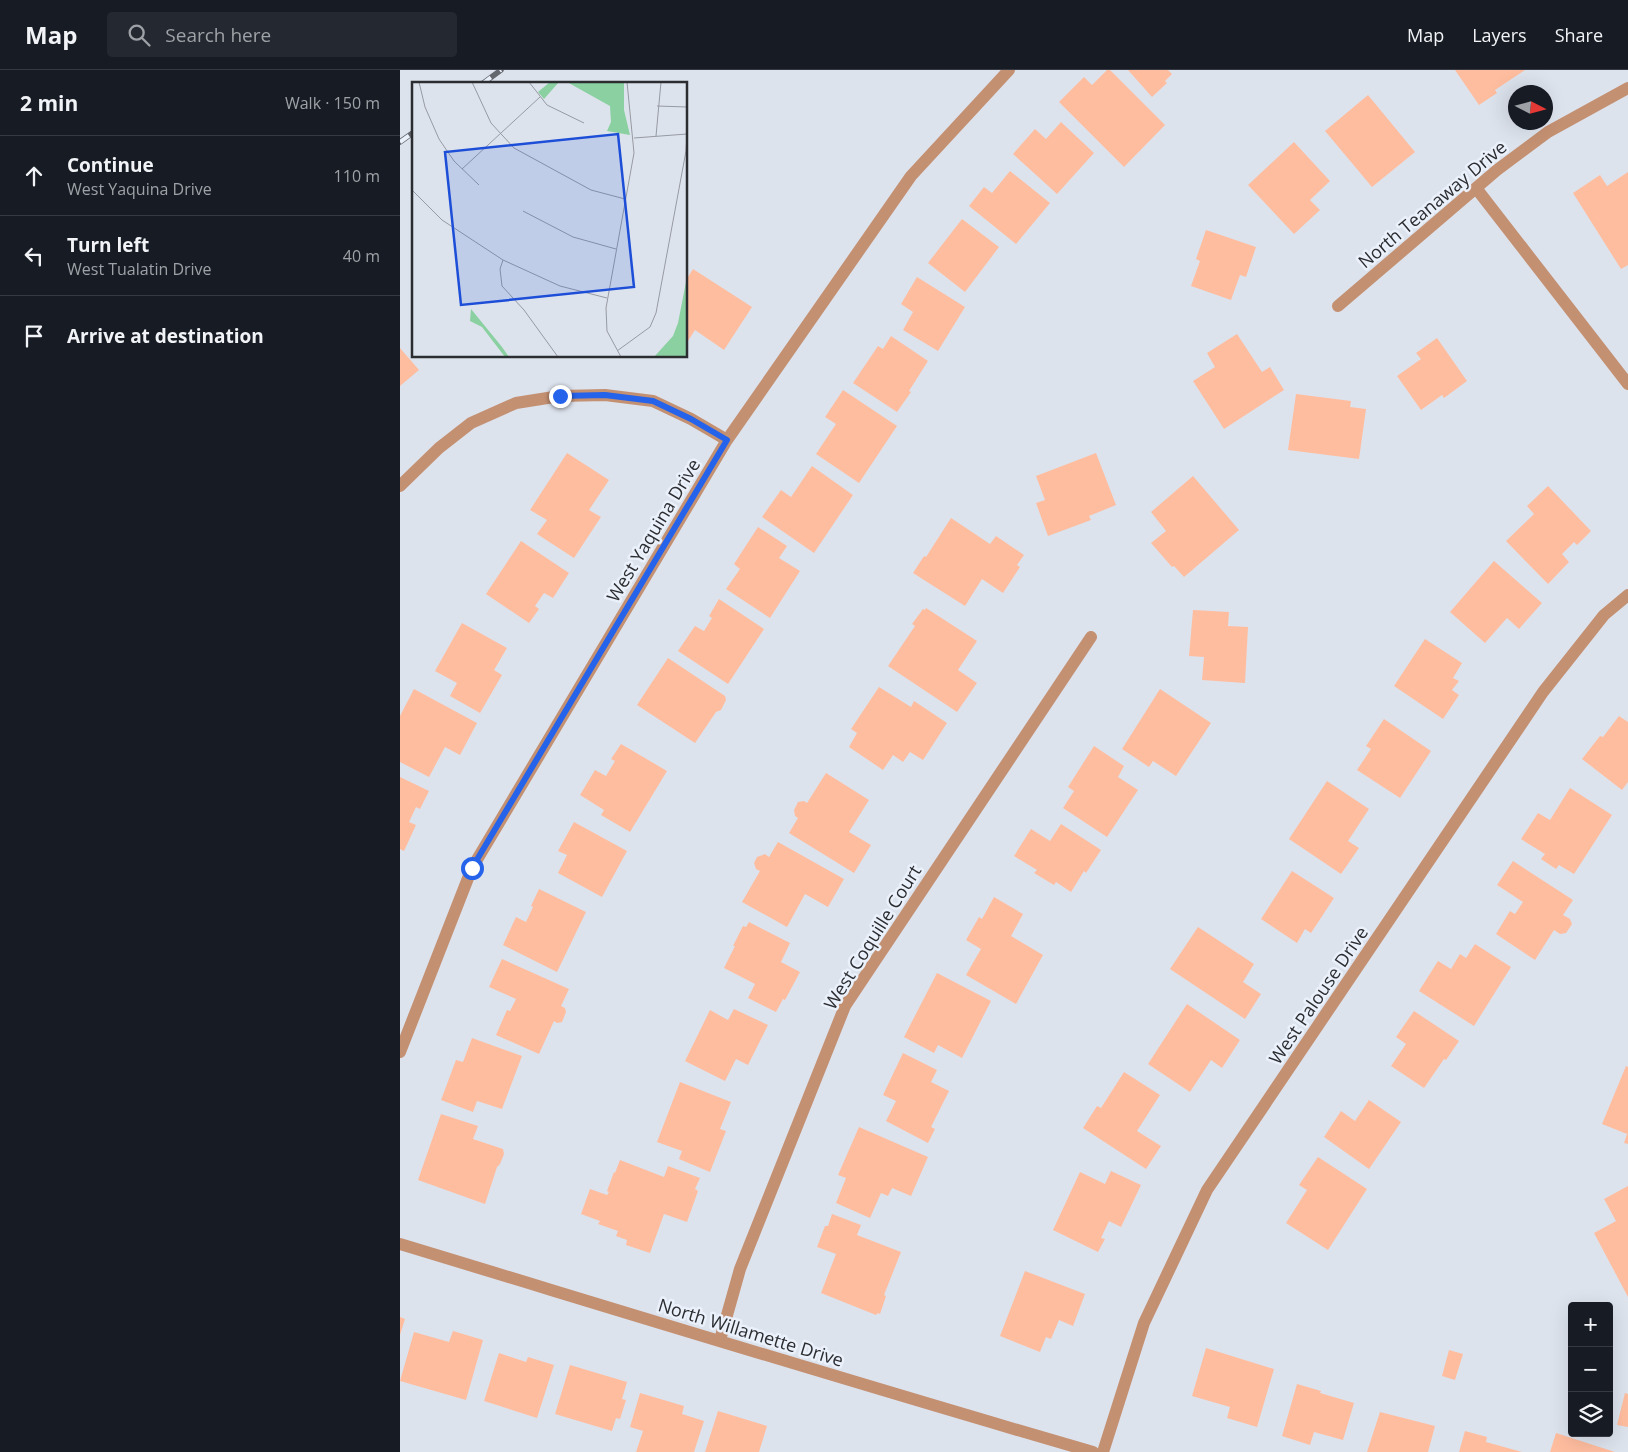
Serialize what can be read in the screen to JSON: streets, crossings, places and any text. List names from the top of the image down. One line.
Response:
{"streets":{"street":["North Teanaway Drive","West Yaquina Drive","West Coquille Court","West Palouse Drive","North Willamette Drive"]},"crossings":[["West Coquille Court","North Willamette Drive"]],"north":"right","page":{"header":"Map","search":"Search here","nav":["Map","Layers","Share"],"heading":["2 min","Walk · 150 m"],"list":[["Continue","West Yaquina Drive","110 m"],["Turn left","West Tualatin Drive","40 m"],"Arrive at destination"],"map_buttons":["+","−"]}}
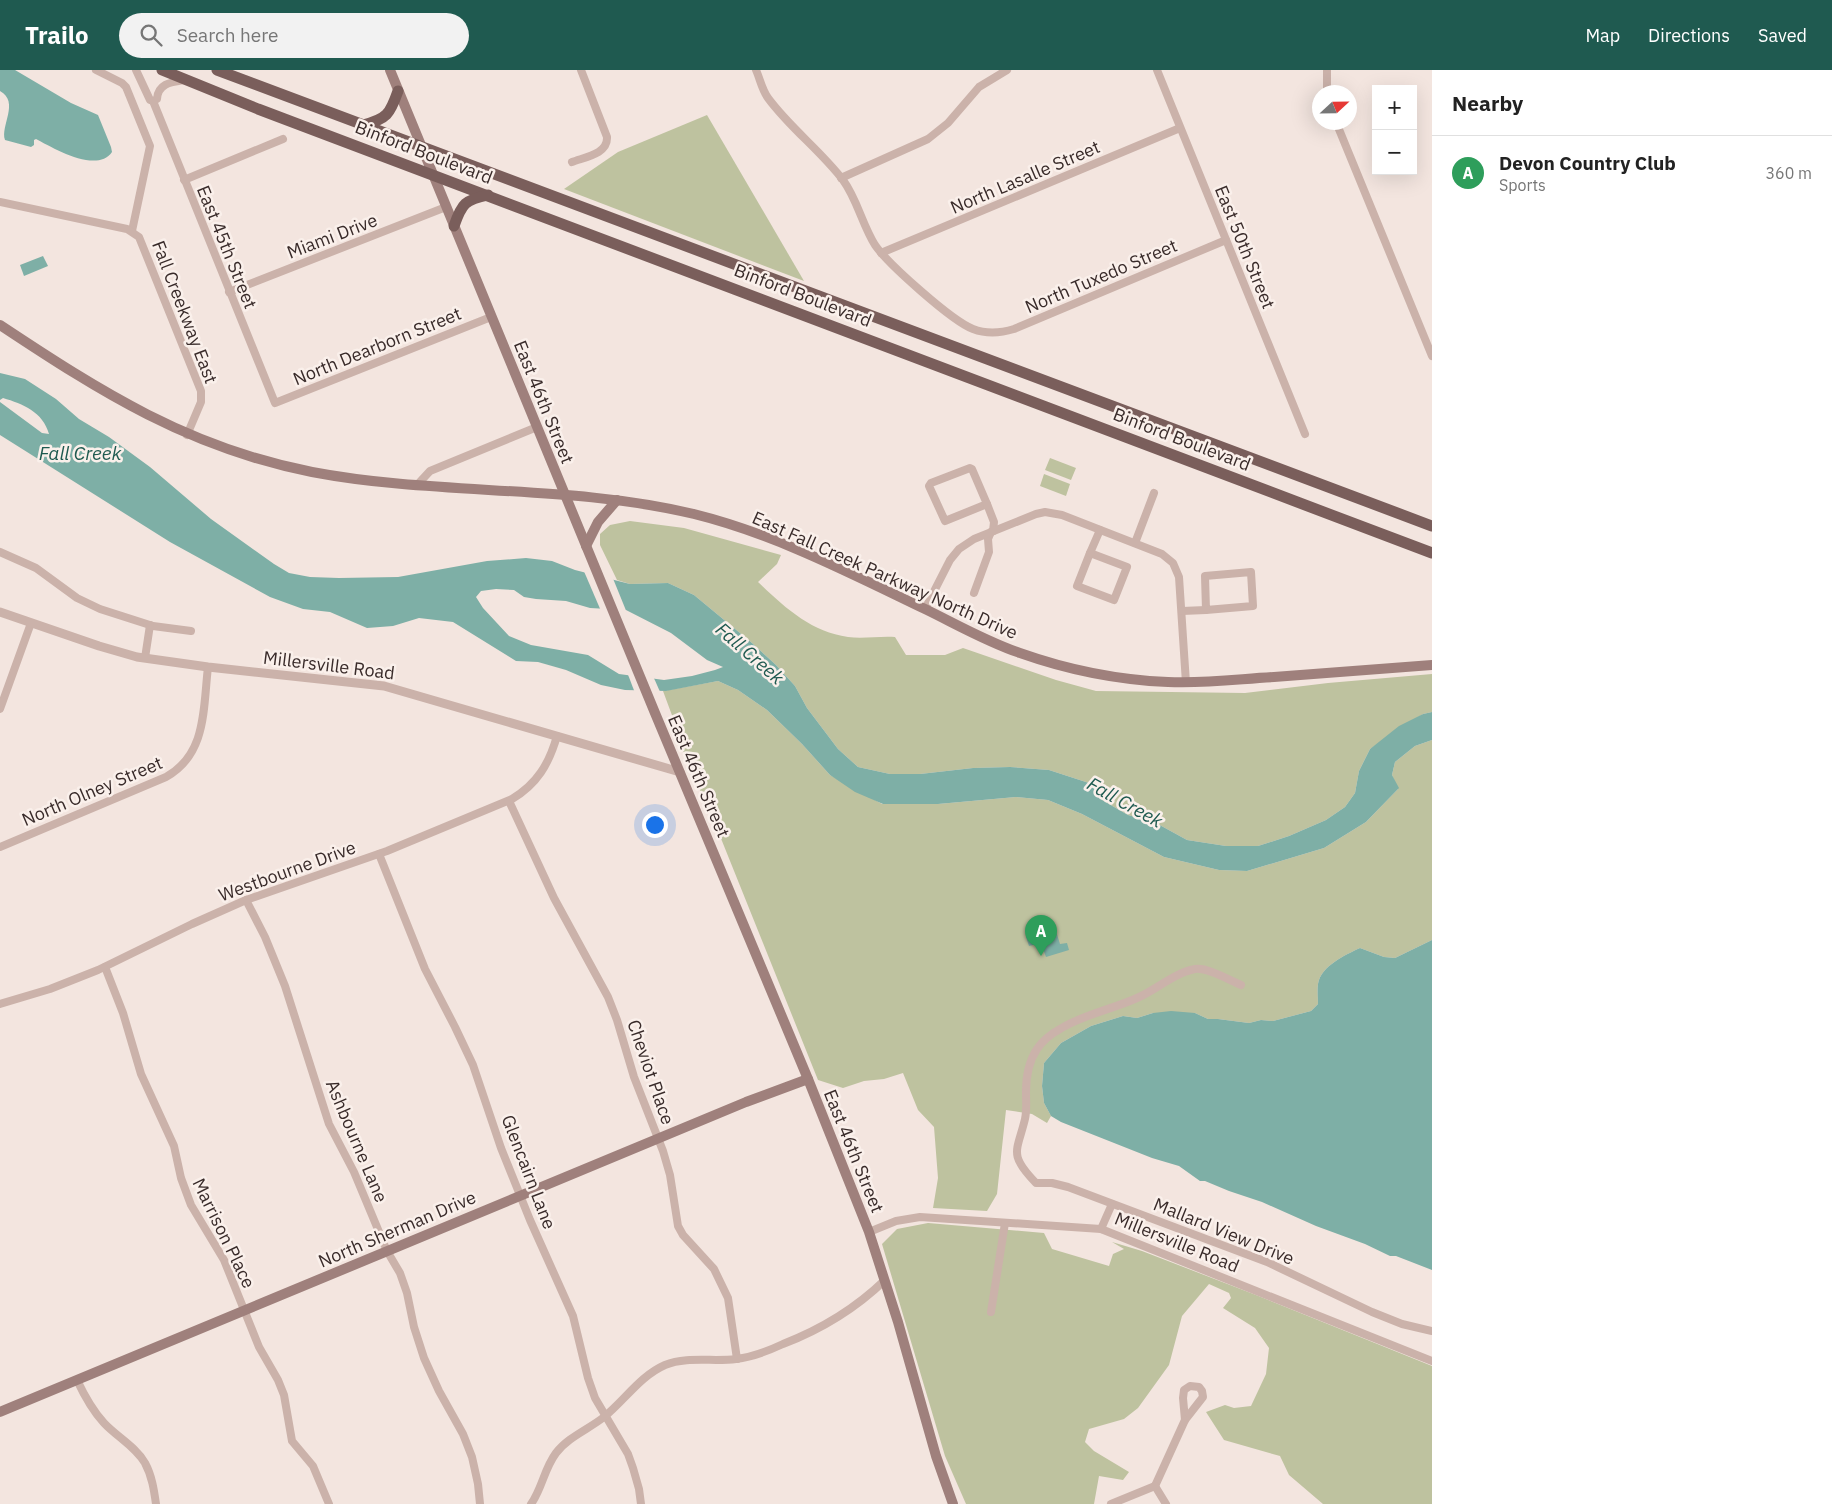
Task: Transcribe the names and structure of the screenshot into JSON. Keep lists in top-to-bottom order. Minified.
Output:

------

EXERCISE DESCRIPTION -
Return the records above exactly, without the pictures.

WRITTEN ANSWER -
Serialize what can be read in the screen to JSON: streets, crossings, places and any text. List names from the top of the image down. One line.
Response:
{"streets":{"street":["North Teanaway Drive","West Yaquina Drive","West Coquille Court","West Palouse Drive","North Willamette Drive"]},"crossings":[["West Coquille Court","North Willamette Drive"]],"north":"right","page":{"header":"Map","search":"Search here","nav":["Map","Layers","Share"],"heading":["2 min","Walk · 150 m"],"list":[["Continue","West Yaquina Drive","110 m"],["Turn left","West Tualatin Drive","40 m"],"Arrive at destination"],"map_buttons":["+","−"]}}
Task: Transcribe the names and structure of the screenshot into JSON. Keep lists in top-to-bottom order. Minified.
Output:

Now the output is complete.